• _EXERCISE REQUIREMENTS_
If a line in the entries below includes the string "金沢市立大野町児童館", copy it out.

START EXERCISE DATA

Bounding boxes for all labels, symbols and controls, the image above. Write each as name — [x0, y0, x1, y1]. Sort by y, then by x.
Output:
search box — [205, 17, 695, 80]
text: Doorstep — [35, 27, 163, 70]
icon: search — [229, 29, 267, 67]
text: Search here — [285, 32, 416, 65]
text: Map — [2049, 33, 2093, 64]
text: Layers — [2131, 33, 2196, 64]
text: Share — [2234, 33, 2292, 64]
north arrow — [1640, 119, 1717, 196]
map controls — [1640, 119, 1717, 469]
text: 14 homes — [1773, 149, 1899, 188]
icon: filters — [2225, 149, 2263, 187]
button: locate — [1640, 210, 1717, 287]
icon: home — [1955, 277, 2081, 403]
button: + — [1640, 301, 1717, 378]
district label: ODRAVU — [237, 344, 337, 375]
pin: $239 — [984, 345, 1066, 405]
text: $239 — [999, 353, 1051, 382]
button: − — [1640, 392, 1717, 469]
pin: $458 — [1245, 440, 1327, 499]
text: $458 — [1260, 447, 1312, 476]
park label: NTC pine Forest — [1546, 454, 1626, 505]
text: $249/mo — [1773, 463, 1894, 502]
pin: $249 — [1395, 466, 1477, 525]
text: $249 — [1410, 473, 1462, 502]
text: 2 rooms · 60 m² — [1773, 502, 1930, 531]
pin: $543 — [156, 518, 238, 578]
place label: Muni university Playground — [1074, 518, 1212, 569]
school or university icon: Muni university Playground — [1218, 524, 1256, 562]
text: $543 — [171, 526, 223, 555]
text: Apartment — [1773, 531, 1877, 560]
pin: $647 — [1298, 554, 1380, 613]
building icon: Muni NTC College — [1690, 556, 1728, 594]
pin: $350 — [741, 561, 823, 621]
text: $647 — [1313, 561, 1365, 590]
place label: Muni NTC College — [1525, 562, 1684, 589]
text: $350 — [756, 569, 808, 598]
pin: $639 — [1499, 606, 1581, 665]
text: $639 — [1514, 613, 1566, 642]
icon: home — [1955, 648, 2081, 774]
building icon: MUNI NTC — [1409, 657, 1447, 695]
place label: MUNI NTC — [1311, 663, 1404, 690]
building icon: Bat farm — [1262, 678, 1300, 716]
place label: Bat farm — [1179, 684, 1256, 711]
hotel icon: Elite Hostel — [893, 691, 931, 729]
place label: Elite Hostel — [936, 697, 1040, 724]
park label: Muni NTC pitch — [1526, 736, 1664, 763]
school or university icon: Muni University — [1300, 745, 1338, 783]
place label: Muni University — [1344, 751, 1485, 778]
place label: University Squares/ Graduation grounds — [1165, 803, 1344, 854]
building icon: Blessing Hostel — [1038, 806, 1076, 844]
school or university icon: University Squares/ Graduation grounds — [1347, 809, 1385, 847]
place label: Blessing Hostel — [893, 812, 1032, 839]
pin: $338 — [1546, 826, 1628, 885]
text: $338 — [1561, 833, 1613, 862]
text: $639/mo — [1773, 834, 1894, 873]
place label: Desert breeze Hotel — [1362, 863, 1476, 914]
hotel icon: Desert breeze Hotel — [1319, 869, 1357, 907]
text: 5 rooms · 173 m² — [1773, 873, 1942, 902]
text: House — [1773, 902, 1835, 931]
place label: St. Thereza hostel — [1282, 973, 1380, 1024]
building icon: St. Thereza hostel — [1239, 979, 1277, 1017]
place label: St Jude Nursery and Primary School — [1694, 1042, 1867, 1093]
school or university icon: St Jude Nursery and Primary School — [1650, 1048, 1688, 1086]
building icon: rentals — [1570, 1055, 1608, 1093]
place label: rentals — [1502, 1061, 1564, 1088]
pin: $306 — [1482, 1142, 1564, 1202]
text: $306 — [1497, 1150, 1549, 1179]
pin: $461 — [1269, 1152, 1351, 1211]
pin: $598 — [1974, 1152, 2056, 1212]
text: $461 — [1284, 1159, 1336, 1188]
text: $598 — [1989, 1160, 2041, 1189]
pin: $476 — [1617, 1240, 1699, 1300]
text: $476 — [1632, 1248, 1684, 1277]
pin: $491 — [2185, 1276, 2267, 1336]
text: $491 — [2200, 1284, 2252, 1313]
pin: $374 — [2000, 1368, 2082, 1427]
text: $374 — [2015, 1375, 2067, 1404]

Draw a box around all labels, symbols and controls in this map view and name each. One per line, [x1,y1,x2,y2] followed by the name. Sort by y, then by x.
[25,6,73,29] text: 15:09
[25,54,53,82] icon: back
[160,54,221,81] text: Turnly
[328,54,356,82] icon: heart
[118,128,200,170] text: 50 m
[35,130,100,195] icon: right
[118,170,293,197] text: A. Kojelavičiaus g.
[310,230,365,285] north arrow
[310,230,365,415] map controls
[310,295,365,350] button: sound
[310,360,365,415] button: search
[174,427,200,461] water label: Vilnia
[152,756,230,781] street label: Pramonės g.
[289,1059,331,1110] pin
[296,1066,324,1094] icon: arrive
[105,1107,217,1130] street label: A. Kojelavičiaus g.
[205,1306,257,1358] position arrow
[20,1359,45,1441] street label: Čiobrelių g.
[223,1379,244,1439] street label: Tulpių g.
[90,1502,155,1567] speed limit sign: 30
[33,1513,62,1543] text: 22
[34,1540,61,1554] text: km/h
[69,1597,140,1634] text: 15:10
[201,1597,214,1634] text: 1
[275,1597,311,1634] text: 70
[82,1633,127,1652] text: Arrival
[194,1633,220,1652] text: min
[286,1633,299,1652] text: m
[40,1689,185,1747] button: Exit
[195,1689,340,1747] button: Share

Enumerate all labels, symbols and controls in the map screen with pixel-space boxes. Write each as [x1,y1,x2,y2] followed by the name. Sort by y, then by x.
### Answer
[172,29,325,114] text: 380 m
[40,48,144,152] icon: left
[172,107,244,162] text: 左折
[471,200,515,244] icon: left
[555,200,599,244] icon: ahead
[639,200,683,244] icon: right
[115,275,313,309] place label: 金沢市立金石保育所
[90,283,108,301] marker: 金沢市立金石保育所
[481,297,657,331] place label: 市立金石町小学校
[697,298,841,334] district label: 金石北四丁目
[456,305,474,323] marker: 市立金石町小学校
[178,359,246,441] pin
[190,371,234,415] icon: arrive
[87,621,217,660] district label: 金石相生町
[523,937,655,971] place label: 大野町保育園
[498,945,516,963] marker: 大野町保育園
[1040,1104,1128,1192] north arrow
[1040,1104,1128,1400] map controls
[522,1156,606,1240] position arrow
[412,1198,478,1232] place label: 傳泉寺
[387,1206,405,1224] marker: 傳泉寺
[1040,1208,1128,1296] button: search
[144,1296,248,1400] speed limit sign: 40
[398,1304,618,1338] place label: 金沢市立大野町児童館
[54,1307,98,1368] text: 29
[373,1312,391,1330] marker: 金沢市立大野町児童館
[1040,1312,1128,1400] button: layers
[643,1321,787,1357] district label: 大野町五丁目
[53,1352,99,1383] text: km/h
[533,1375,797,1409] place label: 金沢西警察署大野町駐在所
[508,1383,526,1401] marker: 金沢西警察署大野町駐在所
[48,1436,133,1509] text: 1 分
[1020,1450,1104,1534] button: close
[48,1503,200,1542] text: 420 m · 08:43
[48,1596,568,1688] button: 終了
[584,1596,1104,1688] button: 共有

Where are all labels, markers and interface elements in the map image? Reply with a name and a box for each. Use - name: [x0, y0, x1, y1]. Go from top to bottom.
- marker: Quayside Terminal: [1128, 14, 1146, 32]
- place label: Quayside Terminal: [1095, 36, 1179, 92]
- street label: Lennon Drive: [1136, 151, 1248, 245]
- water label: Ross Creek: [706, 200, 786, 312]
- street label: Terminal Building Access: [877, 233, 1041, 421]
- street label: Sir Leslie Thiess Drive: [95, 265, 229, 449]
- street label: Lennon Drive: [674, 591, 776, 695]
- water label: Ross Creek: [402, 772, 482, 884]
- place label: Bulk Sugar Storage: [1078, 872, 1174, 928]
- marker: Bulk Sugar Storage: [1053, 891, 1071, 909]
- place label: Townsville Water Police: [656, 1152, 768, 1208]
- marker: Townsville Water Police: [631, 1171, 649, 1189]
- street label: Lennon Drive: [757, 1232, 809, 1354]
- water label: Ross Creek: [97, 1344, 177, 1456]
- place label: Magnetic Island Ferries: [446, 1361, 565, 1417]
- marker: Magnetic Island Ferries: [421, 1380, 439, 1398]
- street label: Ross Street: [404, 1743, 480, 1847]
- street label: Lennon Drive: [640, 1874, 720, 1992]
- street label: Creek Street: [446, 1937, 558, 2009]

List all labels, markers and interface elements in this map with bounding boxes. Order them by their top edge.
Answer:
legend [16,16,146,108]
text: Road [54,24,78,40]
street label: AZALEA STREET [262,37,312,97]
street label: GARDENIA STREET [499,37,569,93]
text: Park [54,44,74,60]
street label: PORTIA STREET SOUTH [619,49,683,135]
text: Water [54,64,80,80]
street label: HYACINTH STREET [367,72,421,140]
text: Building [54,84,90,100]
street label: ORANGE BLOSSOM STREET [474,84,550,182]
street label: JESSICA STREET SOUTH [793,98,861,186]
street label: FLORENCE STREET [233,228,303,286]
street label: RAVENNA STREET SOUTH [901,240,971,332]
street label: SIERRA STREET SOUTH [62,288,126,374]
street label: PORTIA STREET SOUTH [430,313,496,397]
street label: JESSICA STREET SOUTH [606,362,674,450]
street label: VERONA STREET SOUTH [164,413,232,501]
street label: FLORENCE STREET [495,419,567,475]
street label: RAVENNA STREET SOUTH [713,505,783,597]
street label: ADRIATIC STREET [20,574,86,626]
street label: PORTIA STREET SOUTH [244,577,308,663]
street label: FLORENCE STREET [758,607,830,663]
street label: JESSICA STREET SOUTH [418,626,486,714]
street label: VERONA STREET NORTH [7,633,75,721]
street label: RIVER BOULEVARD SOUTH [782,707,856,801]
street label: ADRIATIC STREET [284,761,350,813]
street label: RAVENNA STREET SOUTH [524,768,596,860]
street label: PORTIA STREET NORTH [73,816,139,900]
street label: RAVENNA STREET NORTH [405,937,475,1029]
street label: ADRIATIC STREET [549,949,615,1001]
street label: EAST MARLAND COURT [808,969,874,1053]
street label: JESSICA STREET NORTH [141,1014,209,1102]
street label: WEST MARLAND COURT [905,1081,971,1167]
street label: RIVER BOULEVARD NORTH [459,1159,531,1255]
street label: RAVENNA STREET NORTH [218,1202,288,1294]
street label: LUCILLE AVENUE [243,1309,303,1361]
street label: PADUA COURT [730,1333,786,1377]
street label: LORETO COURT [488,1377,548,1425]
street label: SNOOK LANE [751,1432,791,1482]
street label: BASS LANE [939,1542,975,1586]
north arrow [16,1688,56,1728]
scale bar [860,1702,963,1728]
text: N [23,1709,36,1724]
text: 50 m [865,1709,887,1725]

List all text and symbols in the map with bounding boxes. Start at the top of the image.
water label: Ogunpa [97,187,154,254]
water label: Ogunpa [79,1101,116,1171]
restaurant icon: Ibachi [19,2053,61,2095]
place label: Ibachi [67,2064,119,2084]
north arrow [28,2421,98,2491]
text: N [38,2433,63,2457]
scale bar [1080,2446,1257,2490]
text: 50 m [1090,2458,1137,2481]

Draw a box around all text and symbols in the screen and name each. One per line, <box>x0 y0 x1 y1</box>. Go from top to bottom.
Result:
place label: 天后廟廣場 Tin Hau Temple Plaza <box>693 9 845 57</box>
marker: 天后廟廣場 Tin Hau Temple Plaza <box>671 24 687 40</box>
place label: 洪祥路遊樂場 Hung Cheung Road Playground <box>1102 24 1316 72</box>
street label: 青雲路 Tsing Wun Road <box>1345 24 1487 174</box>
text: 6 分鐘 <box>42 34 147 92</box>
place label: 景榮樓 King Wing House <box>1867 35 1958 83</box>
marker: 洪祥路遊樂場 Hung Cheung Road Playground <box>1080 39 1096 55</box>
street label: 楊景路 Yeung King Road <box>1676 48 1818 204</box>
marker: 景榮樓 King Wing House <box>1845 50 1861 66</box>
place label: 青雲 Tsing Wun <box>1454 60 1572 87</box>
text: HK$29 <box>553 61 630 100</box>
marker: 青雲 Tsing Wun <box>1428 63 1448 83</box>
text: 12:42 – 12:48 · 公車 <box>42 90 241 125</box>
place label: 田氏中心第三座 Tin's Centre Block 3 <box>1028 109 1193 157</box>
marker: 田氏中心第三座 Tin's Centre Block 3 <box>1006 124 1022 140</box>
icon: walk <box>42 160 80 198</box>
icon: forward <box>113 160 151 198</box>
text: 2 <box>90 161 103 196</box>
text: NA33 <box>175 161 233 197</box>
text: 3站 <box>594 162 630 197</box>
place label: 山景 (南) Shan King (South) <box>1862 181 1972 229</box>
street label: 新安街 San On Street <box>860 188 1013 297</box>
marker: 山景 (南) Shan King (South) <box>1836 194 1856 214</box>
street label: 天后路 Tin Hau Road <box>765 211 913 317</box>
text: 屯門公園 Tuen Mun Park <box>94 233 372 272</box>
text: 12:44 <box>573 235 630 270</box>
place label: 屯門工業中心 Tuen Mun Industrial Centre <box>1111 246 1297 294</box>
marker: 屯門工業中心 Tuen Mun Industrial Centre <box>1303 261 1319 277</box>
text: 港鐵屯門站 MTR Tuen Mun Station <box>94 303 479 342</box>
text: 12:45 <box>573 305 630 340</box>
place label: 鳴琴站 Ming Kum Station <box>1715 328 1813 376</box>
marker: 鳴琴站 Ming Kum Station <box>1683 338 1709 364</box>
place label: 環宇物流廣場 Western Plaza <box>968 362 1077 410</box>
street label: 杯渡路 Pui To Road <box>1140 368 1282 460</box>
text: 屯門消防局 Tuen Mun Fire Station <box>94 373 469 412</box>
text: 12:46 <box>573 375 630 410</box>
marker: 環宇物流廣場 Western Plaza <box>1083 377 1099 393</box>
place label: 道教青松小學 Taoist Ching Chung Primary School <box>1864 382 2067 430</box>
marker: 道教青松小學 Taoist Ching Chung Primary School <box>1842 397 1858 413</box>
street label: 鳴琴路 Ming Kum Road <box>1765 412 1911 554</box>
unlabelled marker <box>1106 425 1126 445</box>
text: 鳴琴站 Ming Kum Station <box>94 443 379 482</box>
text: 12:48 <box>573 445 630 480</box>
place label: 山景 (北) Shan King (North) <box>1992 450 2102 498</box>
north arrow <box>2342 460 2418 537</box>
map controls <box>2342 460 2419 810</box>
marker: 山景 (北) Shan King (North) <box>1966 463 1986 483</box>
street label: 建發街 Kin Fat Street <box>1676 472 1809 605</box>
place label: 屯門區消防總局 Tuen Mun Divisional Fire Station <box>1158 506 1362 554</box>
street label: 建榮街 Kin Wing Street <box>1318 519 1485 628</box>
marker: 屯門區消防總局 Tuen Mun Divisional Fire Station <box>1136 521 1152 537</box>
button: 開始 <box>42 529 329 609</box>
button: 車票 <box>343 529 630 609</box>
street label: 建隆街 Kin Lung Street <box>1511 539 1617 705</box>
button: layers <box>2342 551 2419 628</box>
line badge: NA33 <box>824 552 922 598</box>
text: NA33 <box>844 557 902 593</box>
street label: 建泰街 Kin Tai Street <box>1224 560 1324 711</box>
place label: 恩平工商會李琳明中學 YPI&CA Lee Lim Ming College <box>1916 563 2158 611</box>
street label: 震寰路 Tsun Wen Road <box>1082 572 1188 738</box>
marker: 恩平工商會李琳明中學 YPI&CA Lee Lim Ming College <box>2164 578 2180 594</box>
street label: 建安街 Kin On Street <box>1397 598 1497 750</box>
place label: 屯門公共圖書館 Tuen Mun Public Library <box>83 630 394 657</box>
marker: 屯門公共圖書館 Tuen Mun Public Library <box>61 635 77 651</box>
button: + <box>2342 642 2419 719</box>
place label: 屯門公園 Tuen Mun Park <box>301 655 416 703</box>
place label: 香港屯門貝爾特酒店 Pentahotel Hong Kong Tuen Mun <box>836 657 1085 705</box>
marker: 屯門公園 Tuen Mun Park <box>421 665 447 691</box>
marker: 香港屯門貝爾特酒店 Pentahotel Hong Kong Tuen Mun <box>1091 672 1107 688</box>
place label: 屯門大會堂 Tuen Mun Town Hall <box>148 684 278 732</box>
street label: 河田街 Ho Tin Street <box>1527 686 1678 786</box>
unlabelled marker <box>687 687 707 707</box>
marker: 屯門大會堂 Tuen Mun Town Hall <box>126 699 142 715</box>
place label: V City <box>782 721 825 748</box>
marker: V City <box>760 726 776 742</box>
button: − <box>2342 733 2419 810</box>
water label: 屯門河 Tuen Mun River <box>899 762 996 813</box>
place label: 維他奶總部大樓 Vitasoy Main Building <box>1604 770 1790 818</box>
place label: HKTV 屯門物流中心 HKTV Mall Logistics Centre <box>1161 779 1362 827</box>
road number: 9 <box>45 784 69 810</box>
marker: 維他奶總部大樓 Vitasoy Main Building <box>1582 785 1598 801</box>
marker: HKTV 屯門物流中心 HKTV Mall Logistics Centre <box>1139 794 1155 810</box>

END EXERCISE DATA

• _TASK RESULT_
[398,1304,618,1338] place label: 金沢市立大野町児童館
[373,1312,391,1330] marker: 金沢市立大野町児童館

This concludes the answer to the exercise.